Owner Bryon Pike breeds short-season and cold tolerant tomatoes outdoors at elevations between 7,000 and 8,500 feet. I was excited to receive his donation, because I too live and garden in a short-season part of the Rockies. From Pike’s seeds, I grew and sold a handful of ‘Super Tomato’ starts with the understanding that the buyers would return fresh seed for the seed exchange. One plant went to a woman who had just moved to the Rockies from Florida. That year, we had an unusually late frost on June 23 that killed all of her tomatoes except the ‘Super Tomato.’ It was untouched — not even tip burn. Super, indeed!

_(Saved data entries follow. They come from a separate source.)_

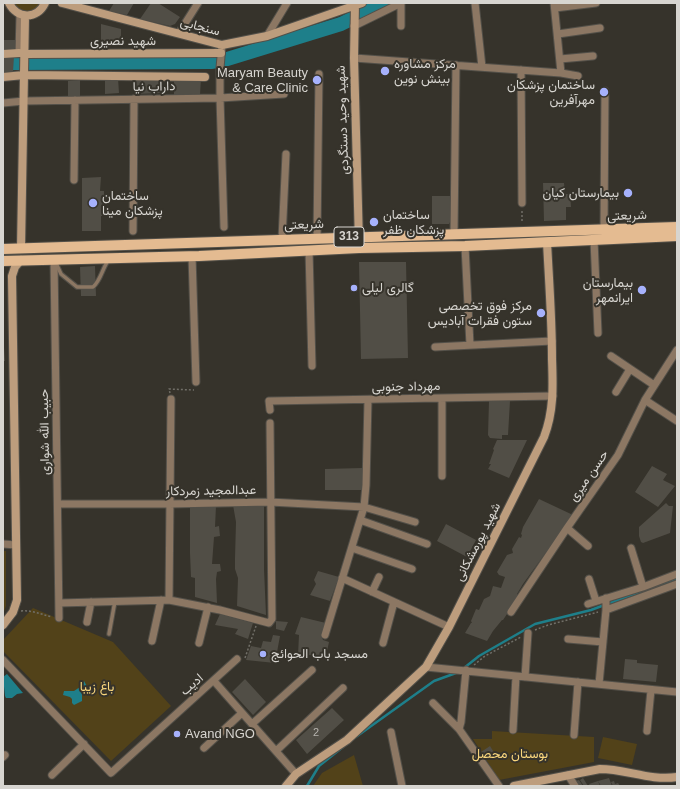 <!DOCTYPE html>
<meta charset="utf-8">
<style>
body{margin:0}
#map{position:relative;width:680px;height:789px;overflow:hidden;background:#36332b;font-family:Arial,sans-serif}
canvas{display:block}
.frame{position:absolute;inset:0;border:4px solid #d7d5d0;pointer-events:none}
</style>
<div id="map">
<canvas width="680" height="789"></canvas>
<div class="frame"></div>
</div>
<script>
const c = document.querySelector('canvas').getContext('2d');
c.lineJoin = 'round';
function paint(path, color) { c.fillStyle = color; c.fill(path, 'evenodd'); }
function trace(path, color, width, dash) { c.strokeStyle = color; c.lineWidth = width; c.lineCap = dash ? 'butt' : 'round'; c.setLineDash(dash || []); c.stroke(path); }
function label(font, color, halo, rows, align = 'center') {
  c.font = font + ' Arial,Vazirmatn,sans-serif'; c.lineWidth = 4; c.setLineDash([]); c.textBaseline = 'middle'; c.strokeStyle = halo; c.fillStyle = color; for (const [text, x, y, turn = 0] of rows) {
    c.save(); c.translate(x, y); c.rotate((+turn || 0) * Math.PI / 180); c.textAlign = isNaN(turn) ? turn : align; if (halo) c.strokeText(text, 0, 0); c.fillText(text, 0, 0); c.restore();
  }
}
paint(new Path2D(`
 M13,3H41C32,15 22,15 13,3Z
 M3,551H6V606L3,614Z
 M33,608L113,642L171,706L111,761L3,651V640Z
 M492,731L594,737V762L499,780L473,739H492Z
 M603,737L637,744L632,765L598,758Z
 M354,755L363,786H313L322,773Z`), '#524219');
paint(new Path2D(`
 M7,674L23,693L17,694L12,698H6L5,696L3,677Z
 M84,681L89,690L84,691L82,694V701L74,705L72,703V699L70,697L63,695L64,691H74L80,687Z`), '#1e7f8a');
trace(new Path2D(`
 M464,668L479,656L535,624L591,610L677,578
 M353,739L434,681L456,673
 M307,786L319,766L343,747`), '#1e7f8a', 2.5);
trace(new Path2D(`
 M3,64L15,63L211,62L224,60L341,24L384,3`), '#1e7f8a', 14);
paint(new Path2D(`
 M114,3H134L127,15L109,11Z
 M151,3H158L180,17L175,24L170,26L140,19Z
 M101,24L121,29V41H101Z
 M3,40H16V47L12,51L3,52Z
 M14,56L13,72L3,73V57Z
 M135,77L163,78V93L135,94Z
 M118,78L119,93L105,94V79Z
 M201,78L200,95H174V79Z
 M80,80V97H68V81Z
 M101,177L100,191H104V216H101V231H82V178Z
 M543,183H564L565,194H570L571,207H566V220L544,221Z
 M432,196H451V220L449,224H432Z
 M359,262H406L408,358L361,359Z
 M95,266L96,296H81L80,267Z
 M3,347H4L5,361H3Z
 M489,401H510L508,435H502V439L490,438L488,435Z
 M497,440H527L509,478L488,469L491,464H489L494,450L493,449Z
 M652,466L667,474L663,480L675,486L658,507L635,492Z
 M362,468V490H325V469Z
 M539,499L573,515L523,584L517,594L518,596L513,605L503,620H502L493,631L487,641L465,633L471,623H472L471,621L476,609L479,610L484,599L490,596L493,586L501,588L505,577L499,575L497,572L507,555L513,553L512,549L519,537L521,538L522,535L521,534L523,527Z
 M666,503L669,506H673L670,533L643,543L641,542L639,536V527Z
 M233,505L264,506V569L266,615L237,606L238,578L235,569V558L236,522Z
 M190,506H216L215,527L219,526L220,536L214,537L212,564H220L221,571L217,572L216,579L217,603L195,597V578L191,577L190,553Z
 M446,524L476,540L467,557L437,541Z
 M318,571L339,577L330,601L310,595L316,584L314,580Z
 M220,614L253,623L248,639L235,634L238,629L215,625Z
 M301,617L326,623L321,635L323,640L329,642L327,651H322V655H298L299,635L295,634Z
 M276,621L288,622L284,631L276,629Z
 M273,635L280,636L275,663L246,660L251,646L261,648L263,641L271,642Z
 M625,659L637,660V663L658,665L656,682L623,679Z
 M245,679L266,702L253,715L232,692Z
 M332,708L344,720L307,754L296,740Z
 M490,746L495,754L487,760L481,752Z
 M583,778L588,786H584L580,780Z
 M609,778L612,786H601L598,781Z
 M579,780L583,786H578L575,781Z
 M598,781L600,786H590L589,784Z
 M614,781L615,784L618,783L620,786H613L611,782Z`), '#514e46');
const lane = new Path2D(`
 M55,261L61,274L77,287H93C101,280 102,269 108,261
 M109,634L115,601`);
const street = new Path2D(`
 M475,3L482,67
 M555,8L596,3
 M354,26L401,3
 M401,26V3
 M179,33L198,3
 M558,34L600,28
 M267,36L287,3
 M222,45L220,68V98L224,227
 M19,53L20,15
 M354,58L561,73L554,3
 M560,59L593,56
 M521,70L522,203
 M561,73L578,76
 M3,103L24,101L220,98L284,94
 M74,180L75,100
 M604,229L605,91
 M133,231L134,99
 M454,234L456,65
 M317,238L319,74
 M282,239L286,154
 M594,240L598,333
 M465,246L470,345
 M309,250L312,366
 M192,256L196,382
 M54,260L59,618
 M435,347L552,341
 M611,356L654,385
 M616,392L630,369
 M645,400L677,421
 M270,410L269,401L553,396
 M442,476V399
 M58,504H169L270,502L364,507L415,522
 M360,520L427,544
 M567,528L588,546
 M3,544L16,545
 M352,548L412,569
 M631,548L643,587
 M342,578L449,627
 M589,579L596,601
 M372,592L379,577
 M169,600L171,399
 M59,603L169,600L220,610L269,623L272,619L270,423
 M588,604L643,587L677,574
 M606,610L677,584
 M511,612L567,528L618,455L645,400L677,350
 M87,622L91,602
 M325,635L364,507L366,485L368,400
 M568,639L603,642
 M152,641L161,600
 M199,643L208,607
 M383,643L394,602
 M3,660L111,773L237,659
 M426,667L677,692
 M525,677L528,633
 M214,681L296,774
 M599,684L606,610V598
 M433,703L459,729L499,786
 M252,724L312,670
 M459,729L461,722L466,670
 M513,730L516,676
 M647,731L651,690
 M391,732L402,786
 M574,735L578,682
 M204,748L242,713
 M276,751L343,688
 M3,757L5,755
 M52,775L84,744
 M568,775L575,786`);
const secondary = new Path2D(`
 M9,3C17,19 37,20 45,3
 M62,3L222,45L267,36L362,3
 M355,3L354,58L359,243
 M3,54L19,53
 M25,54L221,53
 M3,77L24,75L205,77
 M21,248L25,16
 M3,625L13,612L17,600L12,276L15,267L21,260
 M286,786L296,774L347,740L426,667L449,627L544,437C554,411 553,386 552,359C552,320 549,281 547,242
 M514,786L600,769C626,769 650,781 677,777`);
const primary = new Path2D(`
 M3,249L677,227
 M3,261L199,256L359,248L465,246L677,236`);
trace(lane, '#535049', 5.5);
trace(street, '#535049', 9);
trace(secondary, '#535049', 10);
trace(primary, '#535049', 12);
trace(new Path2D(`
 M522,211V223
 M170,393L169,389L194,390
 M21,611C32,610 40,614 52,617
 M535,630L548,625L598,612
 M245,658L256,626
 M474,665L485,656L521,637`), '#716f68', 1.5, [2, 2]);
trace(lane, '#8c7763', 3.5);
trace(street, '#8c7763', 7);
trace(secondary, '#bd9d7d', 8);
trace(primary, '#e4bb91', 10);
for (const [x, y, r, color] of [
 [385,71,5,"#a6b1fc"],
 [317,80,5,"#a6b1fc"],
 [604,92,5,"#a6b1fc"],
 [628,193,5,"#a6b1fc"],
 [93,203,5,"#a6b1fc"],
 [374,222,5,"#a6b1fc"],
 [354,288,4,"#a6b1fc"],
 [642,290,5,"#a6b1fc"],
 [541,313,5,"#a6b1fc"],
 [263,654,4,"#a6b1fc"],
 [177,734,4,"#a6b1fc"]
]) { const dot = new Path2D(); dot.arc(x, y, r, 0, 2 * Math.PI); c.fillStyle = color; c.fill(dot); trace(dot, '#36332b', 1.5); }
label('11px', '#b6b3ae', null, [
 ["2",316,733]
]);
for (const [x, y, w] of [
 [349,237,30]
]) { const box = new Path2D(); box.roundRect(x - w / 2, y - 10, w, 20, 3); c.fillStyle = '#36332b'; c.fill(box); trace(box, '#d7d5d0', 1); }
label('bold 12px', '#d7d5d0', null, [
 ["313",349,237]
]);
label('13px', '#d7d5d0', '#36332b', [
 ["سنجابی",200,27,15],
 ["شهید نصیری",123,41],
 ["داراب نیا",154,87,-1],
 ["شهید وحید دستگردی",343,120,-92],
 ["شریعتی",627,216,-2],
 ["شریعتی",304,225,-2],
 ["مهرداد جنوبی",406,387,-1],
 ["حبیب الله شواری",45,432,-91],
 ["حسن میری",589,476,-55],
 ["عبدالمجید زمردکار",211,491,-1],
 ["شهید پورمشکانی",478,542,-63],
 ["ادیب",192,685,-41]
]);
label('13px', '#d7d5d0', '#36332b', [
 ["مرکز مشاوره",394,64],
 ["بینش نوین",394,79],
 ["Maryam Beauty",308,73,"right"],
 ["& Care Clinic",308,88,"right"],
 ["ساختمان پزشکان",595,85,"right"],
 ["مهرآفرین",595,100,"right"],
 ["بیمارستان کیان",619,193,"right"],
 ["ساختمان",102,196],
 ["پزشكان مينا",102,211],
 ["ساختمان",383,215],
 ["پزشکان ظفر",383,230],
 ["بیمارستان",633,283,"right"],
 ["ایرانمهر",633,298,"right"],
 ["گالری لیلی",362,288],
 ["مرکز فوق تخصصی",532,306,"right"],
 ["ستون فقرات آبادیس",532,321,"right"],
 ["مسجد باب الحوائج",271,654],
 ["Avand NGO",185,734]
], 'left');
label('13px', '#fad77d', '#36332b', [
 ["باغ زیبا",97,687],
 ["بوستان محصل",510,754]
]);
</script>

After that, I began to look more deeply into short-season, cold tolerant tomatoes, and have discovered other cultivars that are nothing like the original tomato from South America

Tomato Genesis

The origins of the beloved tomato are a little fuzzy, like the stems and leaves of the plant itself. A wild relative, Solanum pimpinellifolium L., can be found in the Andes Mountains of South America in Peru, Ecuador, and Chile. The fruit is about the size of a blueberry. This species is believed to have moved north into Central America, where it became semi-domesticated — a mix of wild and cultivated genetics. Its fruit is larger, the size of a modern cherry tomato. The species continued to migrate north, into southern Mexico, where it became fully domesticated and the size of our modern slicing tomato. Today, its botanical name is S. lycopersicum L. var. lycopersicum.

Hundreds of years of selective breeding later, many of us grow tomatoes in our home gardens. Gardeners can choose from a huge variety of tomatoes, each bred for qualities we desire, such as flavor, color, shape, and (the subject of this article) earliness and hardiness.